Performance notes on SMH: measuring throughput vs latency of short C++ sequences

2018-07-24T05:39:05+00:00

I think the right way to measure latency is the “make the input depend on the output approach” that you outline. After, all this is the most reflective of how a sequence of instructions will part of a latency chain in the real application (even though of course you might not be using the particular function you are testing in a back-to-back manner).
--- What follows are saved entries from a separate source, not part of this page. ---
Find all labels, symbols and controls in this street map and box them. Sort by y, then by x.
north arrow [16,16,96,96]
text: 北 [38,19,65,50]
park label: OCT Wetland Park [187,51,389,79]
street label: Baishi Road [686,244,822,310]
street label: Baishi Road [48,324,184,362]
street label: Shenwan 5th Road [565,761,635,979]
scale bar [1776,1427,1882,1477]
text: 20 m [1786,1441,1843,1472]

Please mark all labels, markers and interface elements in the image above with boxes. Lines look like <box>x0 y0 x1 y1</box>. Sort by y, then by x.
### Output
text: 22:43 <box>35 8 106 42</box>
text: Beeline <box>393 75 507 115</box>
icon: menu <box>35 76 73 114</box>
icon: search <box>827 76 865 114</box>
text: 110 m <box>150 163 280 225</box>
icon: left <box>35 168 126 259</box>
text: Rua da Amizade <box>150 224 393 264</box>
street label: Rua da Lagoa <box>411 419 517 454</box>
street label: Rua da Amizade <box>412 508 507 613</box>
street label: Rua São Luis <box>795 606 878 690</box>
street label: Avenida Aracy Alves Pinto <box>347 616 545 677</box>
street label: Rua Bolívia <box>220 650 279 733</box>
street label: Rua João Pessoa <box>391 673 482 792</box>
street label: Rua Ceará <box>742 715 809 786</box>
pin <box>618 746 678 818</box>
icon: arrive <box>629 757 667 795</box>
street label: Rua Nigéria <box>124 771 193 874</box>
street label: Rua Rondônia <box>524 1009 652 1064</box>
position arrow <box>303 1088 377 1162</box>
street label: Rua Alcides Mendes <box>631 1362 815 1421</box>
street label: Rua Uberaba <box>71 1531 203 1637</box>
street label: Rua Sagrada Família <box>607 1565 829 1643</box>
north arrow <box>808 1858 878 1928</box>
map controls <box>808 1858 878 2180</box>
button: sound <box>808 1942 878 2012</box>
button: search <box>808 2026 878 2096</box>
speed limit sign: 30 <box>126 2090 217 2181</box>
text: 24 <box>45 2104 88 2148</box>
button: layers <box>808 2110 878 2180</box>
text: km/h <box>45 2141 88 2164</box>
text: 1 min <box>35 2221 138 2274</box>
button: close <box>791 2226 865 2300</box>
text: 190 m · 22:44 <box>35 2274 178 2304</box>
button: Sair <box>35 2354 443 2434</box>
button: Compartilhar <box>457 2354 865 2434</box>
So introducing an output-to-input dependency seems to be the most realistic way to do it. You don’t necessarily have to organize for your test function to return zero: a more general way to do it is just to have a zero value in a stack variable zero (usually initialized from a zero() function which always returns zero but cannot be optimized away), then you could just do `input += output & zero` to make input depend on output. This is nice because it’s generic and usually only adds 2 instructions (cycles) to the latency (which you could perhaps cancel out if you had a calibration step).

It is also worth noting that there isn’t actually just a single latency for a function: in principle there is an I * O matrix of latencies for a function with I inputs and O outputs (often O is one – i.e., any function that returns a single scalar). Sometimes the latencies are quite different depending on which output chains to which input. This even applies at the instruction level: some functions with asymmetric arguments (non-commutative, I guess) have different latencies depending on which input operand the dependency flows though: many of the two uop instructions are like this: one operand is used by the first uop (e.g., to set up a mask or other control) and then the second uop consumes that result and the other operand: so the latency is 2 for one operand and 1 for the other.

The “forced dependency” approach lets you build the full matrix of latencies if you want.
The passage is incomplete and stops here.